Sujet beaucoup plus délicat: les fonctionnaires qui pourraient être mis à contribution, avec un changement du mode de calcul de leurs pensions. Il ne porterait plus sur les six derniers mois de salaires mais sur les dix meilleures années. Pour les salariés du privé la période de référence prend en compte les 25 meilleures années depuis la réforme Balladur de 1993.

Un « casus belli » pour les syndicats

D’ores et déjà, certains syndicats de fonctionnaires, dont la CGT, sont montés au créneau, parlant de « casus belli » si une telle proposition devait être retenue. Mais le leader de la CFDT, Laurent Berger, s’est déclaré favorable à « un rapprochement des différents régimes » de retraite, « à condition de prendre en compte la spécificité des carrières et des structures de rémunération ».

Le gouvernement veut que la prochaine réforme des retraites –la cinquième en 20 ans– soit « globale » et « inscrite dans la durée », selon la ministre des Affaires sociales Marisol Touraine. « Si les fonctionnaires ne doivent évidemment pas rester à l’écart d’une réforme à venir, il n’est pas envisageable d’en faire les boucs émissaires de la situation de nos régimes de retraite », a précisé Marisol Touraine.

Les avantages des fonctionnaires et plus encore des salariés des régimes spéciaux est un des angles d’attaque que semble prendre l’opposition de droite pour mettre le gouvernement en difficulté vis-à-vis d’un électorat votant largement à gauche.

Les Français pour un alignement public / privé

Des sondages récents montrent qu’une majorité de Français est favorable à un alignement du public sur le privé. Dans l’entourage du chef de l’Etat, on a précisé début juin que le mode de calcul des retraites des fonctionnaires sera un des éléments du « débat » dans l’élaboration de la future loi, attendue pour l’automne au Parlement.
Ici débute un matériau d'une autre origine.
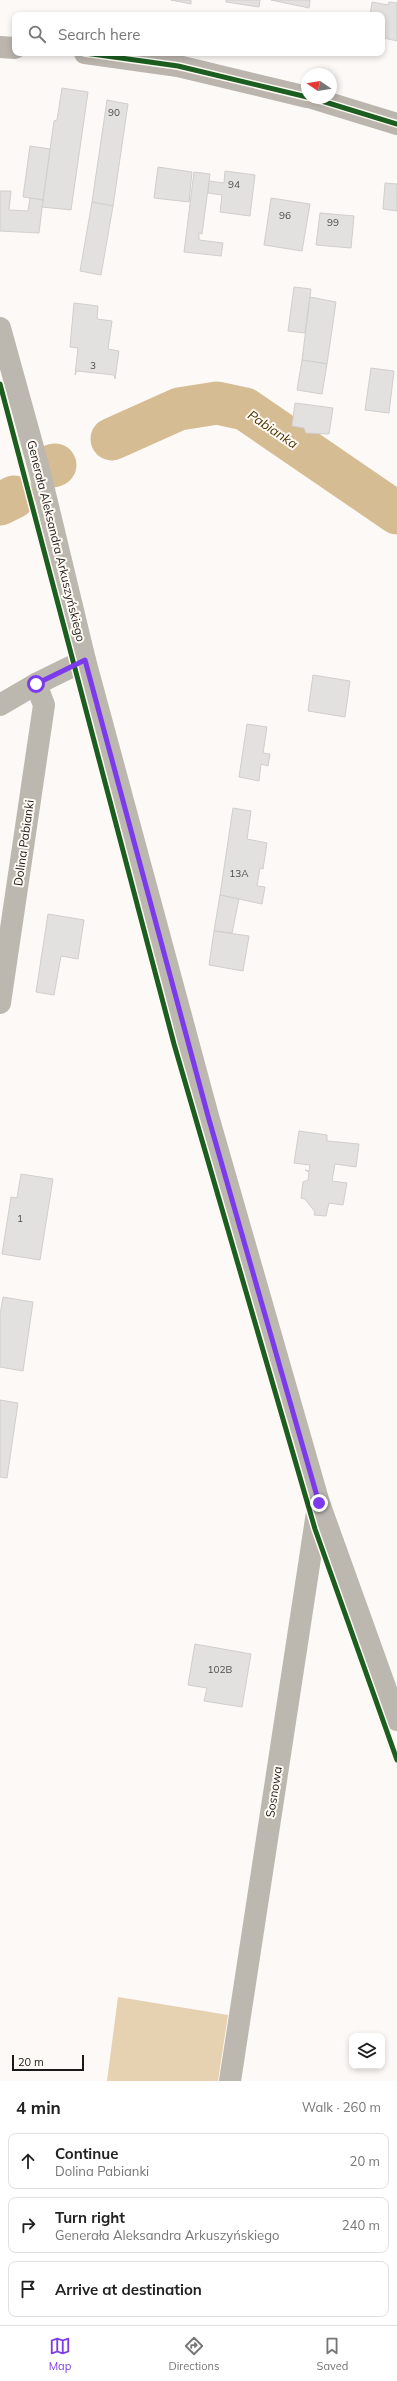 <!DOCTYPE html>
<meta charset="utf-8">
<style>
:root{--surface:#fff;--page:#f6f6f6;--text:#222;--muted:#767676;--line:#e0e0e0;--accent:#7c3aed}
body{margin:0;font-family:Mulish,sans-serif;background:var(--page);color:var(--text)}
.controls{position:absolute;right:12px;bottom:12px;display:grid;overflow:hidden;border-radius:8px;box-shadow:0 2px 6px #0003}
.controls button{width:36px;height:36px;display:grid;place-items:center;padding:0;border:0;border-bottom:1px solid var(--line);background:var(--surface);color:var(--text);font:20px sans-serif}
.compass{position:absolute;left:301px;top:68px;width:36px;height:36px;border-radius:50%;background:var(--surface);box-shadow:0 2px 6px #0003;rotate:282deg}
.scale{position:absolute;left:12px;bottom:10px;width:72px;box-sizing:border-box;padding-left:4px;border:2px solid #1c1a18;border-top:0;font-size:11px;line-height:14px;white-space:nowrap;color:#1c1a18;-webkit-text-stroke:3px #fffaf3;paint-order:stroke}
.stop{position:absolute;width:12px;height:12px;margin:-9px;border:3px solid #7c3aed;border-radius:50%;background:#fff}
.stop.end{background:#7c3aed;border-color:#fff;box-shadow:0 1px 4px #0008}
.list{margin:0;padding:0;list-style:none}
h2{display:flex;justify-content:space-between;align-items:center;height:52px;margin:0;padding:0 16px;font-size:17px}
h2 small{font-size:13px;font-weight:400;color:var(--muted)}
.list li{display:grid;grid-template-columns:26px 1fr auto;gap:12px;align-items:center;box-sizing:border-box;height:56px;margin:0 8px 8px;padding:0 8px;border:1px solid var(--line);border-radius:8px}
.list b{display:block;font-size:15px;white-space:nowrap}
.list p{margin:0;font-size:13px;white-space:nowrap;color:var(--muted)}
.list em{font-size:13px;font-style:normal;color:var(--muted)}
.icon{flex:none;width:22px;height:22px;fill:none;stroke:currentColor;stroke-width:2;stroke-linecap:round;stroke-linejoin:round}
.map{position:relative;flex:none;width:397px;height:2081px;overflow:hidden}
.search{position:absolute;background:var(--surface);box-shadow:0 2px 6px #0003;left:12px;right:12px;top:12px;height:44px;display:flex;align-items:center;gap:10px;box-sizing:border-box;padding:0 14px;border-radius:8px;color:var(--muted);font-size:15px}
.sheet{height:244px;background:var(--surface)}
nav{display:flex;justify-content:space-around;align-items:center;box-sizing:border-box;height:56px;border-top:1px solid var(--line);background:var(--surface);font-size:11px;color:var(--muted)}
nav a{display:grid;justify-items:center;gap:2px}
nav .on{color:var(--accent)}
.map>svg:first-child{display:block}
.forest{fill:#e6d1b0}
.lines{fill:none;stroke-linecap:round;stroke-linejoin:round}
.river{stroke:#d6bc93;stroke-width:43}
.building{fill:#e3e1df;stroke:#d1cfcd}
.minor{stroke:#bcb7af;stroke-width:22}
.secondary{stroke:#bbb5ad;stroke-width:22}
.cycleway-casing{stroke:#fffaf3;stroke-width:8}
.cycleway{stroke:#1b5e20;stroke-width:5}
.route{stroke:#7c3aed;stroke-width:5}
.labels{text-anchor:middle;stroke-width:4;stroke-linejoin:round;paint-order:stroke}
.number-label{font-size:10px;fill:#4f4d4b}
.street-label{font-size:12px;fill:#1c1a18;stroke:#fffaf3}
.water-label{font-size:13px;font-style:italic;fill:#4b3201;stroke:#fffaf3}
</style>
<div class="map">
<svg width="397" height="2081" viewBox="0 0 397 2081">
<rect width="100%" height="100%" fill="#fcf9f6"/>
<!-- forest -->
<polygon class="forest" points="118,1997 228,2015 218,2081 107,2081"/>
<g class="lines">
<!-- river -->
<g class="river">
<polyline points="112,439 179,409 217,403 245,409 397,513"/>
<polyline points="52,466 55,465"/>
<polyline points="0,504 14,497"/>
</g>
</g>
<!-- building -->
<g class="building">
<polygon points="171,0 191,0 191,4"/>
<polygon points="226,0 260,0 259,7 226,2"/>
<polygon points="271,0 310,0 309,8"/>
<polygon points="372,2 388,5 389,2 397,3 397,41 384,38 385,33 382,32 382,15 370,15"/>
<polygon points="62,88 88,92 71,210 42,207 54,121 57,120"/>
<polygon points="107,100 128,104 113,206 92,202"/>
<polygon points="30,146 50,149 43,200 23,197"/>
<polygon points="158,167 192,172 189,202 154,198"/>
<polygon points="225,171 255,175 250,216 220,212 222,195 208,193 209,181 224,183"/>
<polygon points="194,172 210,174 202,234 199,233 199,240 223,243 221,256 184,252"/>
<polygon points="385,183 397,184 397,211 383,209"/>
<polygon points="0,191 11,191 9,210 28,211 30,198 43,200 39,233 0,231"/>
<polygon points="271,198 310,204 302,251 264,245"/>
<polygon points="92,202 113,206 101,275 80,271"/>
<polygon points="320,213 354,216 351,248 316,245"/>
<polygon points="294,287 311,289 305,333 288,331"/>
<polygon points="310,297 336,302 327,364 302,360"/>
<polygon points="74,303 98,306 97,319 112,321 108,349 119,351 115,379 114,375 77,371 75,375 78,348 70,347"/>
<polygon points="302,360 327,364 322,394 297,390"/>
<polygon points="371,368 394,371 389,413 365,410"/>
<polygon points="295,403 333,408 329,434 306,433 304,428 292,426"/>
<polygon points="313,675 350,681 345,717 308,711"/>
<polygon points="247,724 267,727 263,753 270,754 268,766 261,764 259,781 239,777"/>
<polygon points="233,808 251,811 247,839 267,843 263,869 260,868 257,886 265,887 262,904 220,895"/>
<polygon points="220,895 239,899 232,933 214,931"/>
<polygon points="48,914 84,920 78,959 61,956 54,995 36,992"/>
<polygon points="214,931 249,936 243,971 209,965"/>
<polygon points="299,1131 327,1135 327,1141 359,1144 356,1167 335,1164 332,1181 347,1183 343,1205 329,1203 326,1216 314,1215 315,1212 305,1199 301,1198 303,1182 308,1180 309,1172 305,1170 309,1171 310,1165 294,1163"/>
<polygon points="21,1174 53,1179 40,1260 2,1254 11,1197 17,1198"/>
<polygon points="3,1297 33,1302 23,1371 0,1367 0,1315"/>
<polygon points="0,1400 18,1403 7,1478 0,1477"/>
<polygon points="195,1644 251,1654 242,1707 204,1701 207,1688 188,1685"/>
</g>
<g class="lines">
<!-- minor -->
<g class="minor">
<polyline points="0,328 40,473 85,660 208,1116 319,1503 397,1720"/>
<polyline points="0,705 36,684 85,660"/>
<polyline points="0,1003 44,705 36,684"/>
<polyline points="230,2081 318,1506"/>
</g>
<!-- secondary -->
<g class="secondary">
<polyline points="0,47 15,48"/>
<polyline points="85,53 178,66 307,97"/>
<polyline points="312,98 397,124"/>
</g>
<!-- cycleway casing -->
<g class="cycleway-casing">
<g id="cycleway">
<polyline points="85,53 178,66 307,97"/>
<polyline points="312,98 397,124"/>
<polyline points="0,384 174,1044 315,1529 397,1760"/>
</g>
</g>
<!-- cycleway -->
<use href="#cycleway" class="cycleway"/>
</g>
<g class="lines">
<!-- route -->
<polyline class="route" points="36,684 85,660 208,1116 319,1503"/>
</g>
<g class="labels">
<!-- number labels -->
<g class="number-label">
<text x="114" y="116">90</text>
<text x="234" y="188">94</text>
<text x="285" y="219">96</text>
<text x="333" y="226">99</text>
<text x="93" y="369">3</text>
<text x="239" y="877">13A</text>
<text x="20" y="1222">1</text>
<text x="220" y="1673">102B</text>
</g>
<!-- street labels -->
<g class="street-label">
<text transform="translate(56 541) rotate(76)" y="4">Generała Aleksandra Arkuszyńskiego</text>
<text transform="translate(24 843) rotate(-82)" y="4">Dolina Pabianki</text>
<text transform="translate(274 1792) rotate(-81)" y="4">Sosnowa</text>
</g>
<!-- water labels -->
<g class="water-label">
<text transform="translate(273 429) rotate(34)" y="5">Pabianka</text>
</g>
</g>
</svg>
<div class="controls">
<button><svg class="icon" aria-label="layers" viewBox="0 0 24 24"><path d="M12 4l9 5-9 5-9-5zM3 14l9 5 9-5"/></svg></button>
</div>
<svg class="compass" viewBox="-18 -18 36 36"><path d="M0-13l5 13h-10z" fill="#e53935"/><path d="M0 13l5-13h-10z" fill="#767676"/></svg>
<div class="scale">20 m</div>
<div class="stop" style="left:36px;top:684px"></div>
<div class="stop end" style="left:319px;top:1503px"></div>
<div class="search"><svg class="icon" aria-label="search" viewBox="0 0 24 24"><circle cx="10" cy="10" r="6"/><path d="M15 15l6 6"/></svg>Search here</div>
</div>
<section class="sheet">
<h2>4 min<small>Walk · 260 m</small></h2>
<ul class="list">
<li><svg class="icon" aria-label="ahead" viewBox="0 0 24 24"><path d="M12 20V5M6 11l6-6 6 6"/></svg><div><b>Continue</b><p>Dolina Pabianki</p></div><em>20 m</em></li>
<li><svg class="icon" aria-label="right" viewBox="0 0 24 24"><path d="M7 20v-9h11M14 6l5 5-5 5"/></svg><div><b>Turn right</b><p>Generała Aleksandra Arkuszyńskiego</p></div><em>240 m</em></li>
<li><svg class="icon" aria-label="arrive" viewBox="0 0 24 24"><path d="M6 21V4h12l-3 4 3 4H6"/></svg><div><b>Arrive at destination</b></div></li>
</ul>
</section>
<nav>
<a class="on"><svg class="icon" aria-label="map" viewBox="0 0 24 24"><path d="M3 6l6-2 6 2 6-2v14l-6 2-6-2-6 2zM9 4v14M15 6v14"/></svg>Map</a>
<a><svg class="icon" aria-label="directions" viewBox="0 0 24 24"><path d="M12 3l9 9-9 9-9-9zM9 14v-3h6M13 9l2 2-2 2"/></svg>Directions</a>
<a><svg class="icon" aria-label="saved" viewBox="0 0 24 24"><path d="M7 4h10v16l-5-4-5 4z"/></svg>Saved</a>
</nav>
Mais le gouvernement se montre prudent dans ce dossier ultra-sensible. Jean-Marc Ayrault a ainsi temporisé en expliquant que les pistes de la commission Moreau seraient des « hypothèses » de réforme.

Et Marisol Touraine d’enfoncer le clou vendredi dans la Nouvelle République du Centre-ouest. « Soyons clairs: le rapport (…) n’est pas le projet du gouvernement », affirme-t-elle. « Ce sont des pistes de travail, pas forcément exhaustives d’ailleurs, et en aucun cas une réforme bouclée qui nous serait livrée clé en main ! ».

Pour autant, ces pistes devraient servir de base à la concertation entre le gouvernement et les syndicats, entamée lors de la conférence sociale des 20 et 21 juin.